抗原としては、低分子蛋白質、ホルモン、ペプチド、ビタミンや薬剤等の低分子化合物が挙げられる。具体的には、低分子蛋白質としてインシュリン、レニン、ホルモンとしては、甲状腺関係ではトリヨードサイロニン(T3)、血清総サイロキシン(T4)などが、副腎皮質関係では17−OHCS(ヒドロキシコルチコイド)、コルチゾール、アルドステロン、コルチコステロン、18−OH−デオキシコルチコステロン(18−OH−DOC)、デヒドロエピアンドロステロンサルフェート(DHEA−S)、アンドロステンジオン、プレグネノロンなどが、性腺・胎盤関係ではエストロゲン3分画(エストロン、エストラジオール、エストリオール)、HCG、プロゲステロン、プレグナンジオール、テストステロン、5αジヒドロテストステロンなどが、ペプチド・アミノ酸系としては、アンギオテンシンI、アンギオテンシンII、サイクリックAMP、サイクリックCMP、エンドセリン−1、ヒスタミン、カルニチン分画などがそれぞれ挙げられる。また、ペプチドとしてはBNPなど、ビタミンとしては、葉酸、ビタミンA、β−カロチン、ビタミンB群、ビタミンC(アスコルビン酸)、1,25−(OH)ビタミンD、ビタミンE、ニコチン酸(ナイアシン)などが挙げられる。骨代謝関係物質としては、オステオカルシン、尿中デオキシピリジノリンなどがある。薬物としては、フェノバルビタール、プリミドン、フェニトイン、カルバマゼピン、バルプロ酸、ゾニサミド、トリメタジオン、クロナゼパム、ニトラゼパム、ジアゼパム、アセタゾールアミドなどの抗てんかん剤、ハロペリドール、ブロムペリドールなどの精神神経用剤、ジゴキシン、ジギトキシンなどの強心剤、リドカイン、キニジン、プロカインアミド、N−アセチルプロカインアミド、アプリンジン、プロプラノロールなどの不整脈用剤、ゲンタマイシン、トブラマイシン、バンコマイシン、アミカシンなどの抗生物質製剤、その他アセトアミノフェン、シクロスポリン、タクロリムス、メトトレキサート、テオフィリン、リバビリンなどがそれぞれ挙げられる。
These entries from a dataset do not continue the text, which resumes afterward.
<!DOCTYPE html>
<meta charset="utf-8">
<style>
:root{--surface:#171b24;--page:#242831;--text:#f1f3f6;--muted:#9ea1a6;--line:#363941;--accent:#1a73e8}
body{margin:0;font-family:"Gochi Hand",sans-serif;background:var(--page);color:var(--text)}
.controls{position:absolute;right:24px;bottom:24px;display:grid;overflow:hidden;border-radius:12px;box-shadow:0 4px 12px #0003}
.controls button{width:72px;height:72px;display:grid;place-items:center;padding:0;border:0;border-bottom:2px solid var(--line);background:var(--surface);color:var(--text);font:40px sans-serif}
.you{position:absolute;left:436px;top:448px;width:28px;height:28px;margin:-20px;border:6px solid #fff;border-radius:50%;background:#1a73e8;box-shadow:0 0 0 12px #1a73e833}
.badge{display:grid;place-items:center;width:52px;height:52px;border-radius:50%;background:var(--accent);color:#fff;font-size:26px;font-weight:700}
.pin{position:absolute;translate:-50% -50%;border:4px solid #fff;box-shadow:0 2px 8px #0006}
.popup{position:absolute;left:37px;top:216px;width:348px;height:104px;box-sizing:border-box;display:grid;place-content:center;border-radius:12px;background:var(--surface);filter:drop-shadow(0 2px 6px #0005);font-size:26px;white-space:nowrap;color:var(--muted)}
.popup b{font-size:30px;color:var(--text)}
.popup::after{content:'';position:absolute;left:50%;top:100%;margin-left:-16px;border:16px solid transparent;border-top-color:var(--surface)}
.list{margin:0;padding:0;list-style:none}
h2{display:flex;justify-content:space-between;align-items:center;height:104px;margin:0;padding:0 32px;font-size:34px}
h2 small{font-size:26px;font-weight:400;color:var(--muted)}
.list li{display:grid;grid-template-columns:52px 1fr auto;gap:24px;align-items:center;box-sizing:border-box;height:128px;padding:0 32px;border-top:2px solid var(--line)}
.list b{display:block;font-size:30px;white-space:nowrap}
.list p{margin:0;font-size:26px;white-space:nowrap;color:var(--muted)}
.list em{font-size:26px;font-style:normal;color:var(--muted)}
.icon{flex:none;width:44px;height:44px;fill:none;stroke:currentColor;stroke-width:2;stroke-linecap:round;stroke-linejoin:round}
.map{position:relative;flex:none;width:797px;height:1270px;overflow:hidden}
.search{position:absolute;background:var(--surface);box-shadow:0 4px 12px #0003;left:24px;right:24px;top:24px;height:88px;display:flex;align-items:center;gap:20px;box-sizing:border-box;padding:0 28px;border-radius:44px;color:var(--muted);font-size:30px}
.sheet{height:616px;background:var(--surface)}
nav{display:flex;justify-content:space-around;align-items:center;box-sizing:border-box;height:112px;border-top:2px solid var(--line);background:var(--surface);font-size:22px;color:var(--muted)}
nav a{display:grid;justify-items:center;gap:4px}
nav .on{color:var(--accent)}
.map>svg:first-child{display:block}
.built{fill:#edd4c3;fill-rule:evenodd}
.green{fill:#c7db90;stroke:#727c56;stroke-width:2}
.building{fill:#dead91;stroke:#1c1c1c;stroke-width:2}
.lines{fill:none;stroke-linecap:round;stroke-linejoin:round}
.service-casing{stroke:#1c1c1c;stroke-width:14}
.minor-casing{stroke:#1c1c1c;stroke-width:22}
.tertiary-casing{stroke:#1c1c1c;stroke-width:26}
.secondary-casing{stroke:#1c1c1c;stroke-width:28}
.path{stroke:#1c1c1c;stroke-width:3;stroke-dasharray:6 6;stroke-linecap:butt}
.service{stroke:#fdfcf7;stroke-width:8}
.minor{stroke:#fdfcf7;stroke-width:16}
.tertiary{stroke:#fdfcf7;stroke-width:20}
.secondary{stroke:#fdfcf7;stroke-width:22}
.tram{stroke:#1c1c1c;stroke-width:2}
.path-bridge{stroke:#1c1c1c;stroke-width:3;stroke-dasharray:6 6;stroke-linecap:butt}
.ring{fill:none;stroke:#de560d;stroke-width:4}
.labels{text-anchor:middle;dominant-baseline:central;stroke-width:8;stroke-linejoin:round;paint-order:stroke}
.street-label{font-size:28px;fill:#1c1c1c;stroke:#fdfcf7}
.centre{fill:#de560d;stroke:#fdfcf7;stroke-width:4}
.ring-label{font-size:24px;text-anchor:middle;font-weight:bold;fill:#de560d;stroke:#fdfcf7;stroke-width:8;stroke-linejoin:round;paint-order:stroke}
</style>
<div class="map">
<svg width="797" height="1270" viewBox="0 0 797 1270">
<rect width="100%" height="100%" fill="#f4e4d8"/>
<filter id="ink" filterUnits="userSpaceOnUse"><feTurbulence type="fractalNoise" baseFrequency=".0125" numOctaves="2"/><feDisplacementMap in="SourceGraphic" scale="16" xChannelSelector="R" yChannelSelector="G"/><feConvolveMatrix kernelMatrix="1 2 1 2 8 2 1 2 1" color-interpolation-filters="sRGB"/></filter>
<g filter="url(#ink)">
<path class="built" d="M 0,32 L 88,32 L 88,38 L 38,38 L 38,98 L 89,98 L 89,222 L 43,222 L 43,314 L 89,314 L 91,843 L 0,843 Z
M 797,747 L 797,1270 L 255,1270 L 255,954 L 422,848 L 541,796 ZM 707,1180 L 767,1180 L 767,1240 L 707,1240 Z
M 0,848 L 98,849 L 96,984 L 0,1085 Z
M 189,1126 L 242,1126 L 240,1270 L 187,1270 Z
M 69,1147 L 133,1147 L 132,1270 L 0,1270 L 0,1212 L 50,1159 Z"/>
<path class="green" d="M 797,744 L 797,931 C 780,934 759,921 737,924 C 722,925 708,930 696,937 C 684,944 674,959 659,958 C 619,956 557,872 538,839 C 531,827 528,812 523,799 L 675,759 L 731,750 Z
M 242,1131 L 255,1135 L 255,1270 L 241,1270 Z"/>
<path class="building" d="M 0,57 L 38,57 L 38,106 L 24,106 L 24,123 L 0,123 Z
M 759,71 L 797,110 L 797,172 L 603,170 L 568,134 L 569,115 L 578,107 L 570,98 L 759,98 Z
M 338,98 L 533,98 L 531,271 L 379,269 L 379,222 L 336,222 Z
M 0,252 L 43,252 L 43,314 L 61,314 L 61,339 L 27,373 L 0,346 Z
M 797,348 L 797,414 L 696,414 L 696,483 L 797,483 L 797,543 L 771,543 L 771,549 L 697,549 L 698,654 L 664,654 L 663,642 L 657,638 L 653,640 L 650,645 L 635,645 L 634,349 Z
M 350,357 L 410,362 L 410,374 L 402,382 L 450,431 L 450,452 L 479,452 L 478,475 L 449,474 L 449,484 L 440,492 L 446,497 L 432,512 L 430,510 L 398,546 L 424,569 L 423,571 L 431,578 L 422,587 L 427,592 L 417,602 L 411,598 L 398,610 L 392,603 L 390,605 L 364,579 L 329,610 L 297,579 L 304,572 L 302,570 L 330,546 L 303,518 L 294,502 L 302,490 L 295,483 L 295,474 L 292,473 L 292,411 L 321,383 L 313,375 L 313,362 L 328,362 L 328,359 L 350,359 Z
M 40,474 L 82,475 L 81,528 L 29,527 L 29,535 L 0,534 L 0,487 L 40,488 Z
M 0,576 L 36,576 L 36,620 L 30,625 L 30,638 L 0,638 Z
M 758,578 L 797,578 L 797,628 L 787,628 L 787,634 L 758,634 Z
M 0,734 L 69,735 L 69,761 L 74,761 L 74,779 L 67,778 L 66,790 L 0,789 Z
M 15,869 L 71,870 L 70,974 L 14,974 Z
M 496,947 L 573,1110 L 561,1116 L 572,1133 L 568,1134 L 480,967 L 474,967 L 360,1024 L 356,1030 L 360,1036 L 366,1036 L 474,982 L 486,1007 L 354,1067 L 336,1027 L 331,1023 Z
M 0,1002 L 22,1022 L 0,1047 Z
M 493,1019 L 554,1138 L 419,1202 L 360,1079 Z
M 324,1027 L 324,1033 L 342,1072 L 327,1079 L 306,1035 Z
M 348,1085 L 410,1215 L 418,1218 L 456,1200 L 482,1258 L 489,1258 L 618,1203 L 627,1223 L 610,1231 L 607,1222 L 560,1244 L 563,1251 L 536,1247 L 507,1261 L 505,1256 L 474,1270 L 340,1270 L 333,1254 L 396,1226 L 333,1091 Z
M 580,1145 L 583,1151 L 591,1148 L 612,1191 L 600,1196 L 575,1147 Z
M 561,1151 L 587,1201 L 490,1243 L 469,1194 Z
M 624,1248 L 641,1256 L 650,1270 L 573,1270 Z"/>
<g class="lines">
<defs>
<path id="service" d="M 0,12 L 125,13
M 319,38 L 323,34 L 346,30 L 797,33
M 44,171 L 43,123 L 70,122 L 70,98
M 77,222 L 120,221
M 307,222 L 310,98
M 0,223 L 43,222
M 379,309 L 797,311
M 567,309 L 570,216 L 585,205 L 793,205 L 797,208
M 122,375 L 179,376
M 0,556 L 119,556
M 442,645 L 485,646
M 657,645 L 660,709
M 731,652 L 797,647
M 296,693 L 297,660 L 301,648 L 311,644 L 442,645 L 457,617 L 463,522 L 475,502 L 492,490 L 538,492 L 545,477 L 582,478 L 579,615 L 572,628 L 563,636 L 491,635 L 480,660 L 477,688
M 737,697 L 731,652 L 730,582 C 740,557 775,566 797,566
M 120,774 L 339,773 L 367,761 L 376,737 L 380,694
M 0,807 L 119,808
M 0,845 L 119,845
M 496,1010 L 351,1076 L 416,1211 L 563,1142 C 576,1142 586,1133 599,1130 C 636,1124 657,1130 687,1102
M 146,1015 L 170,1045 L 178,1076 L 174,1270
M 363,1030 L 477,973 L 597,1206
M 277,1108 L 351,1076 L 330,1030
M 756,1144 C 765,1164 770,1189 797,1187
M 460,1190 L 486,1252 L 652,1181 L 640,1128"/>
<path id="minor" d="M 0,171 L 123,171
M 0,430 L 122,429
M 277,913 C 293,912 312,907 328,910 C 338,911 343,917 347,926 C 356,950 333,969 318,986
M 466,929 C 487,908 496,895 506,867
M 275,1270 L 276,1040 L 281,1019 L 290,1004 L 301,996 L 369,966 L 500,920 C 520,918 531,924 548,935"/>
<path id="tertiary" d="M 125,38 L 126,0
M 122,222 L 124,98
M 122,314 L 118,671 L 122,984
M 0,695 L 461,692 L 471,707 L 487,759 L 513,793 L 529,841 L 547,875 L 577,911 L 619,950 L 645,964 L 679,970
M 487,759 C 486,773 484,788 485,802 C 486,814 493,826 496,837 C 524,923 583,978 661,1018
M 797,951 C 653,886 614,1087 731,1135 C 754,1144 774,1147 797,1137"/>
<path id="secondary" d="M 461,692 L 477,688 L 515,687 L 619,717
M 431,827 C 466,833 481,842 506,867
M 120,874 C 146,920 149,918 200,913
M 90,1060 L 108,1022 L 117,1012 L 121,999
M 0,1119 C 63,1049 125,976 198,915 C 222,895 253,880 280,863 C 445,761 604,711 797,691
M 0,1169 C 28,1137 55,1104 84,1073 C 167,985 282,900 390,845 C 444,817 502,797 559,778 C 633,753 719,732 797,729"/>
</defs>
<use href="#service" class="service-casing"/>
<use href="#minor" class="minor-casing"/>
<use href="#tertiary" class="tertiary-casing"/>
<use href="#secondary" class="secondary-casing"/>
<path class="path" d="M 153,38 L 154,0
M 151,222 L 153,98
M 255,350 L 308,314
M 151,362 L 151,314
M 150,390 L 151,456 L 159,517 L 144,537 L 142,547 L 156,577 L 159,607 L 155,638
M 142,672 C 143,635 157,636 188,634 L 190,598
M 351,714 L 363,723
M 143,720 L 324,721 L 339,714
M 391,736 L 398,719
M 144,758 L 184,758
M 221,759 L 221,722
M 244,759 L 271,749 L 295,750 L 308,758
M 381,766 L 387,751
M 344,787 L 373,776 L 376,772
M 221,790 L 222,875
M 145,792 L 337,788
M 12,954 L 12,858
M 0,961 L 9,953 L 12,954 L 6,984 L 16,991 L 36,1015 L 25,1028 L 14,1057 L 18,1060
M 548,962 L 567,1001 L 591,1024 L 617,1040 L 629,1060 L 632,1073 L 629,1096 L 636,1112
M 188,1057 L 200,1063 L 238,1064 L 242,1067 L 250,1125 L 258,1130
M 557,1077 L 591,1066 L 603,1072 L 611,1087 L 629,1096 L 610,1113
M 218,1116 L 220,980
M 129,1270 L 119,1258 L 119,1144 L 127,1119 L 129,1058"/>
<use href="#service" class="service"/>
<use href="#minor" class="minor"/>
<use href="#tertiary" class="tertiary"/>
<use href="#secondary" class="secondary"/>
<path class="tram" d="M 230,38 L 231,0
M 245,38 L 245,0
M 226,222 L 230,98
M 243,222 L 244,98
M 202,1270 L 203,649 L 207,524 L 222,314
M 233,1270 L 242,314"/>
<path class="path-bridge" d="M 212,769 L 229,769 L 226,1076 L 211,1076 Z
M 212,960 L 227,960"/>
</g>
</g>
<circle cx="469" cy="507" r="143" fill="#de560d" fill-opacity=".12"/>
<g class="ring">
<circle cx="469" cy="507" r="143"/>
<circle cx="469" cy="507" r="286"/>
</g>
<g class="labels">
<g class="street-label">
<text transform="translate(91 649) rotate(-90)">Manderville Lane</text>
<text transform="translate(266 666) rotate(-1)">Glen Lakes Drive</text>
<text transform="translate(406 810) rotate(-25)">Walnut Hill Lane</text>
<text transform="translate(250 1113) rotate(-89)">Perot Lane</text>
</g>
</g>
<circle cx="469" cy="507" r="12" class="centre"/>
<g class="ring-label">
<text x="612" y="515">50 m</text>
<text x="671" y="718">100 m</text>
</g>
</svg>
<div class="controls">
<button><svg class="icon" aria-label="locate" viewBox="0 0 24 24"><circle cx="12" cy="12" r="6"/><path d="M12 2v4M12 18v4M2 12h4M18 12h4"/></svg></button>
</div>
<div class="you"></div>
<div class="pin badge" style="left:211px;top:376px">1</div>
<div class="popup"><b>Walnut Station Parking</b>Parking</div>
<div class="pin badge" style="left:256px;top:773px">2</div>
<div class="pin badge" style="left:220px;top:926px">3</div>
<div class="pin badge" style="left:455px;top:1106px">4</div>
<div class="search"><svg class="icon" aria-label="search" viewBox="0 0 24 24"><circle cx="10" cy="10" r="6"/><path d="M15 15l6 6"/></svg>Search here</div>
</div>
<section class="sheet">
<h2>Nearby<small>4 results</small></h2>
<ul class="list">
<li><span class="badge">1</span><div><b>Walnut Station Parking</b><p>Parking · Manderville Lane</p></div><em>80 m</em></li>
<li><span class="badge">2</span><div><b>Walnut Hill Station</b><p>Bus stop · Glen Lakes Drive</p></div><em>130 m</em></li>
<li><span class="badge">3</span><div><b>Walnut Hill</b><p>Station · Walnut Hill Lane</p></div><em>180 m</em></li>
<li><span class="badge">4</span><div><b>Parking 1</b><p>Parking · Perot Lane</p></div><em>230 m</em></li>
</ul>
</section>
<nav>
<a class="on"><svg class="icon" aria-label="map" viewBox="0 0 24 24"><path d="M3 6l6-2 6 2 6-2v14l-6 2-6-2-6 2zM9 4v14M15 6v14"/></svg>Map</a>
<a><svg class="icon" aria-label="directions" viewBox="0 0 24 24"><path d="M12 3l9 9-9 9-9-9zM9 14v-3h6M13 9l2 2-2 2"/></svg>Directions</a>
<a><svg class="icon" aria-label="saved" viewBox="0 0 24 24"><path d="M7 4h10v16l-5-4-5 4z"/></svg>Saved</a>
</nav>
またこれらの抗原を含む被検体としては、血液、血清、血漿、尿、汗、涙、唾液、精液、及び膣分泌液の他、粘膜、粘膜細胞、骨髄、及び毛髪などから抽出・分泌されたものが挙げられる。
抗体としては、目的とする抗原を含む被検体に対する特異的抗体であればよく、モノクローナル抗体でもポリクローナル抗体でもよい。目的とする抗原がホルモンやペプチド等の低分子化合物である場合には、当該抗原に高分子、例えばBSA(牛血清アルブミン)やkeyhole limpet hemocyanin(KLH)を結合させて免疫して抗体を取得する方法や、ファージディスプレイ法など必要に応じた手法を選択できる。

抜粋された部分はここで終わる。